* **RECORDS FOR THIS TASK**
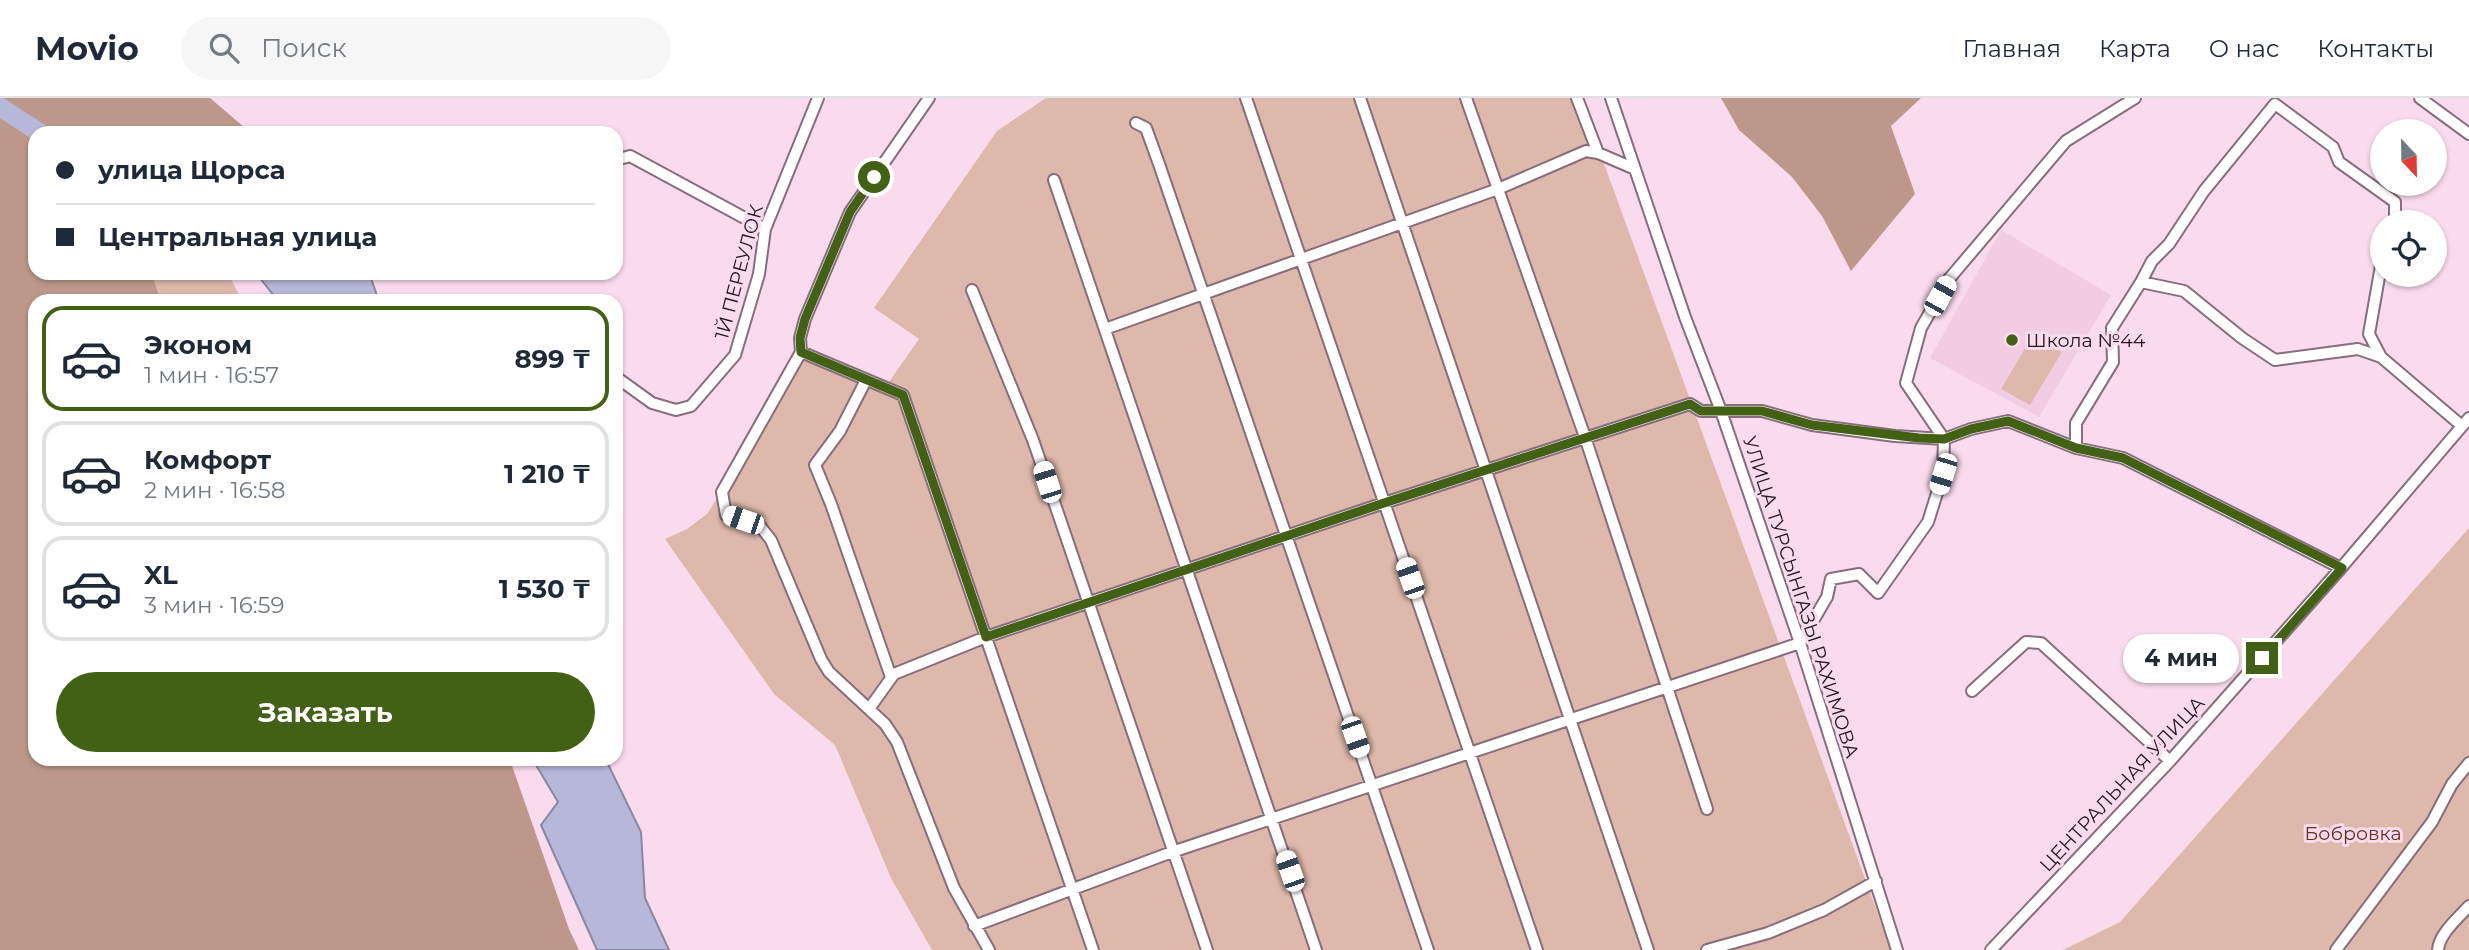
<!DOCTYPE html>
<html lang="ru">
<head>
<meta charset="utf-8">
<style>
  body { margin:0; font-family:Montserrat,sans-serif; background:#f6f6f7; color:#1f2937; height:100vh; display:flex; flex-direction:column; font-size:26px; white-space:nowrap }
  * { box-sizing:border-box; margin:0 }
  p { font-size:23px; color:#747a83 }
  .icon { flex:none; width:38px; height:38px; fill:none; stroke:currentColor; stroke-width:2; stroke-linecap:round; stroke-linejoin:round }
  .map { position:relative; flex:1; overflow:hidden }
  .details { position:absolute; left:28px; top:196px; width:595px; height:472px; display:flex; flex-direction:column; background:#fff; border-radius:21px; box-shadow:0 2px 5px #0004 }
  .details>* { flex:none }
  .top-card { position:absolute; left:28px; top:28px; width:595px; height:154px; border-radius:21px; box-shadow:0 2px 5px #0004; display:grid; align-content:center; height:154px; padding:0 28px; background:#fff }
  .needle { width:46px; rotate:158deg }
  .tools { position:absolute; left:2370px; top:21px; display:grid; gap:14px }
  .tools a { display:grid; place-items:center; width:77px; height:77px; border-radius:50%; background:#fff; box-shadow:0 2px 5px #0004; font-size:35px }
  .end { position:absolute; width:32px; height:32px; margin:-16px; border:9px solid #436115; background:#fff; box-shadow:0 0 0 4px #fff }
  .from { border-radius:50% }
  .bubble { position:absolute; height:49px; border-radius:24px; background:#fff; box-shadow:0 2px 5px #0004; font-size:23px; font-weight:700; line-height:49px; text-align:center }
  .car { position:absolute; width:21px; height:42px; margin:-21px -10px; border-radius:9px; box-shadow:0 0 5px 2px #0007; background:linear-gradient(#fff 24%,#345 0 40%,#fff 0 76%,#345 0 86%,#fff 0) }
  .top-card b { display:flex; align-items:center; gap:24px; height:66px; font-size:26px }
  .top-card b+b { border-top:2px solid #e0e1e3 }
  .top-card i { width:18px; height:18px; background:#1f2937 }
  ul { padding:12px 0 0; list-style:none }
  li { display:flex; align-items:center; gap:21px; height:105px; margin:0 14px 10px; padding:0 14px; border:4px solid #e0e1e3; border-radius:21px }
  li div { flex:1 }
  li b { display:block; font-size:26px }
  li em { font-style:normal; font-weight:700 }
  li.active { border-color:#436115 }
  li>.icon { width:63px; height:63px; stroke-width:1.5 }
  .action { display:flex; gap:14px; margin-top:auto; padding:14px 28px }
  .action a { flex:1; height:80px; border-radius:42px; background:#436115; color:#fff; font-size:28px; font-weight:700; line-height:80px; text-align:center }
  header { display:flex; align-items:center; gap:42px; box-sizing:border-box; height:98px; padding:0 35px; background:#fff; border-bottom:2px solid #e0e1e3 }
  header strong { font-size:33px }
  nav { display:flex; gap:38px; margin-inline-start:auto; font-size:24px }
  .search { width:490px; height:63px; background:#f6f6f7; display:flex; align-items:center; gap:18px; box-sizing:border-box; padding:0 24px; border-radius:38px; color:#747a83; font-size:26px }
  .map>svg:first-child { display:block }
  .built { fill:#f2cce2 }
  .green { fill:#deb8aa }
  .forest { fill:#bd988a }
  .water { fill:#b6b7d9; stroke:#8987a1; stroke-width:2 }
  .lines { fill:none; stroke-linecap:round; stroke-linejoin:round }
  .river { stroke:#b6b7d9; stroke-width:19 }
  .minor-casing { stroke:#886d7d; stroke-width:14 }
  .minor { stroke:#fff; stroke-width:10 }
  .route { stroke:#436115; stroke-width:9 }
  .poi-dot { fill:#436115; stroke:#fadbed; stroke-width:2.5 }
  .labels { text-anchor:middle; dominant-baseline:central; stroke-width:6; stroke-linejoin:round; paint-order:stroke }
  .street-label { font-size:19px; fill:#21171d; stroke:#fadbed }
  .poi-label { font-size:19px; fill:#21171d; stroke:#fadbed; text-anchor:start }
  .park-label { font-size:19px; fill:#65331f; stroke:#fadbed }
</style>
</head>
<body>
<header>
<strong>Movio</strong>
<div class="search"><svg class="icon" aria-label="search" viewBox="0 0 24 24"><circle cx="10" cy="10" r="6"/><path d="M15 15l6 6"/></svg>Поиск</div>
<nav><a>Главная</a><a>Карта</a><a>О нас</a><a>Контакты</a></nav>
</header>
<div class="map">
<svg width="2469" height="852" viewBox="0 0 2469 852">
  <rect width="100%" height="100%" fill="#fadbed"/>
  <path class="built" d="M 2001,132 L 2111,197 L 2039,319 L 1930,260 Z"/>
  <path class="green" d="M 1046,0 L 1580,0 L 1891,852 L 932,852 L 891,780 L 835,647 L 774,596 L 665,441 L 687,431 L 707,416 L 747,353 L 803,254 L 884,291 L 919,241 L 874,210 L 997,33 Z
    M 149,175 L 228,175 L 242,203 L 153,203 Z
    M 2034,235 L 2062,254 L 2030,307 L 2001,291 Z
    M 2469,430 L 2469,852 L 2063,852 L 2120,824 Z"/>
  <path class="forest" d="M 0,0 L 210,0 L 251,35 L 35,35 L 35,175 L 151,175 L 161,203 L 35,203 L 35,662 L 510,662 L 569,831 L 579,852 L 0,852 Z
    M 1721,0 L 1921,0 L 1891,28 L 1915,96 L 1851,173 L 1822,118 L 1792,79 L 1739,32 Z"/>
  <path class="water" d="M 256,175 L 369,175 L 379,203 L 278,203 Z
    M 533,662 L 606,662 L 641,734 L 645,800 L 669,852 L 597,852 L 541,727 L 558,704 Z"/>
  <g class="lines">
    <path class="river" d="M 0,9 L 40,35"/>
    <defs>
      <path id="minor" d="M 929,0 L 850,114 L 805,221 L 800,240 L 801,254 L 722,394 L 726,417 L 760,428 L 771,442 L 821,561 L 829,574 L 885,626 L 897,644 L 954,790 L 989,852
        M 1246,0 L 1537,852
        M 1360,0 L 1648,852
        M 1466,0 L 1585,339 L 1707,711
        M 1577,0 L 1598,55
        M 1611,0 L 1685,219 L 1721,313 L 1800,545 L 1897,852
        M 2420,0 L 2469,36
        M 1136,25 L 1146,30 L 1159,66 L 1428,852
        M 616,62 L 630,58 L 765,131
        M 1054,82 L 1316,852
        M 2395,124 L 2395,104 L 2339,64 L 2333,49 L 2275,6 L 2204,93 L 2169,146 L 2152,163 L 2141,184 L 2184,193 L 2242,240 L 2275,262 L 2358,251 L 2381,259 L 2462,328
        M 972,192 L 1033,342 L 1207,852
        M 1105,231 L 1498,91 L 1586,53 L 1598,55 L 1635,71
        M 801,254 L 903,297 L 1093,852
        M 2381,259 L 2369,236 L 2382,162
        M 616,279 L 652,305 L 676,312 L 691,308 L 735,257 L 759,176 L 765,131 L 818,0
        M 866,282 L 840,333 L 815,367 L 831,406 L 891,579
        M 2076,350 L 2076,325 L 2113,264 L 2112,230 L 2141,184
        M 1800,545 L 1827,499 L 1831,481 L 1859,476 L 1878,495 L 1928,424 L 1943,376 L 1944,341 L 1906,285 L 1921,230 L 1949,181 L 2066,43 L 2135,0
        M 1972,593 L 2026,544 L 2041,545 L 2170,663
        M 869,611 L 894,576 L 986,539 L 1384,405 L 1690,306 L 1701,313 L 1762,313 L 1812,327 L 1895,338 L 1944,341 L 1971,331 L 2008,323 L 2076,350 L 2123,360 L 2341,470
        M 974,828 L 1172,754 L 1800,545
        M 1707,852 L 1768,835 L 1824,812 L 1876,783
        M 1991,852 L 2170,663 L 2341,470 L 2469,320
        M 2336,852 L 2432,724 L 2452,686 L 2469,665
        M 2438,852 C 2439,836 2458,820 2469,808"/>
    </defs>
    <use href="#minor" class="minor-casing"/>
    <use href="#minor" class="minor"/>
  </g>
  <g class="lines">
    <path class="route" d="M 874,79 L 850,114 L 805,221 L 800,240 L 801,254 L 903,297 L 986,539 L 1384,405 L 1690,306 L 1701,313 L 1762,313 L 1812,327 L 1919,340 L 1944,341 L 1971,331 L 2008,323 L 2076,350 L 2123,360 L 2342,470 L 2262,560"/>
  </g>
  <circle class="poi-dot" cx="2012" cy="242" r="7"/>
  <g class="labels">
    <g class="street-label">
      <text transform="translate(739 174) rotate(-75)">1Й ПЕРЕУЛОК</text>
      <text transform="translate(1801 499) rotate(72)">УЛИЦА ТУРСЫНГАЗЫ РАХИМОВА</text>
      <text transform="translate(2122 686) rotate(-47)">ЦЕНТРАЛЬНАЯ УЛИЦА</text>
    </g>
    <g class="poi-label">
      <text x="2026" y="242">Школа №44</text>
    </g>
    <g class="park-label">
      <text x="2353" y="735">Бобровка</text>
    </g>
  </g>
</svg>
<div class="tools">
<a><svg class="needle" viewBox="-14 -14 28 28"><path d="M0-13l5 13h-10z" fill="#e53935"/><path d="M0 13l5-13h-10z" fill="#747a83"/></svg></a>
<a><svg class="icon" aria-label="locate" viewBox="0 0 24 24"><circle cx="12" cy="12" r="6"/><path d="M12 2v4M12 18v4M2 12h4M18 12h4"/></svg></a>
</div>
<i class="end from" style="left:874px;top:79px"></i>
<i class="end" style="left:2262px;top:560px"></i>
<div class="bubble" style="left:2123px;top:536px;width:116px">4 мин</div>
<i class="car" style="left:1940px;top:198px;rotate:29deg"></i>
<i class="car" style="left:1943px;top:376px;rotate:197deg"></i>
<i class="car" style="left:1047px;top:384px;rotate:342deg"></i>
<i class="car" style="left:743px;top:422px;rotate:289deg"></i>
<i class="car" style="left:1410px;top:480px;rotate:341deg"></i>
<i class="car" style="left:1355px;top:639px;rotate:161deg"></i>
<i class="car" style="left:1290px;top:773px;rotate:341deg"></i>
<div class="top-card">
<b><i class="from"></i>улица Щорса</b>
<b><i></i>Центральная улица</b>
</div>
<section class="details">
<ul>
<li class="active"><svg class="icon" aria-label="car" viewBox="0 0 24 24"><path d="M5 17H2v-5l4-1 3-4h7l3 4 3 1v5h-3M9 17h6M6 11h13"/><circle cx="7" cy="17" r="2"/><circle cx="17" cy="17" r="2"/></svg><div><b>Эконом</b><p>1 мин · 16:57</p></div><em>899 ₸</em></li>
<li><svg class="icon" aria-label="car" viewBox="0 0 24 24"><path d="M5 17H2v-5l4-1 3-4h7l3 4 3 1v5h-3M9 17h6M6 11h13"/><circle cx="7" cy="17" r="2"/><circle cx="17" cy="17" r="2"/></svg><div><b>Комфорт</b><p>2 мин · 16:58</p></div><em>1 210 ₸</em></li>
<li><svg class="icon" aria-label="car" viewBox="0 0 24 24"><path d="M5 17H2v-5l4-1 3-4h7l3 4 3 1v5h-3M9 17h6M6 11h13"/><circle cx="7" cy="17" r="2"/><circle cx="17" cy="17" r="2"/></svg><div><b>XL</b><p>3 мин · 16:59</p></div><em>1 530 ₸</em></li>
</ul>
<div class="action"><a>Заказать</a></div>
</section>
</div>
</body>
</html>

* **WHAT THE EXERCISE ASKS**
The lines above from the one with "position:relative; flex:1; overflow:hidden" through the one with "position:absolute; width:32px; height:32px;" are to be duplicated exactly, ends included, with nothing added.

* **SOLUTION TO THE EXERCISE**
  .map { position:relative; flex:1; overflow:hidden }
  .details { position:absolute; left:28px; top:196px; width:595px; height:472px; display:flex; flex-direction:column; background:#fff; border-radius:21px; box-shadow:0 2px 5px #0004 }
  .details>* { flex:none }
  .top-card { position:absolute; left:28px; top:28px; width:595px; height:154px; border-radius:21px; box-shadow:0 2px 5px #0004; display:grid; align-content:center; height:154px; padding:0 28px; background:#fff }
  .needle { width:46px; rotate:158deg }
  .tools { position:absolute; left:2370px; top:21px; display:grid; gap:14px }
  .tools a { display:grid; place-items:center; width:77px; height:77px; border-radius:50%; background:#fff; box-shadow:0 2px 5px #0004; font-size:35px }
  .end { position:absolute; width:32px; height:32px; margin:-16px; border:9px solid #436115; background:#fff; box-shadow:0 0 0 4px #fff }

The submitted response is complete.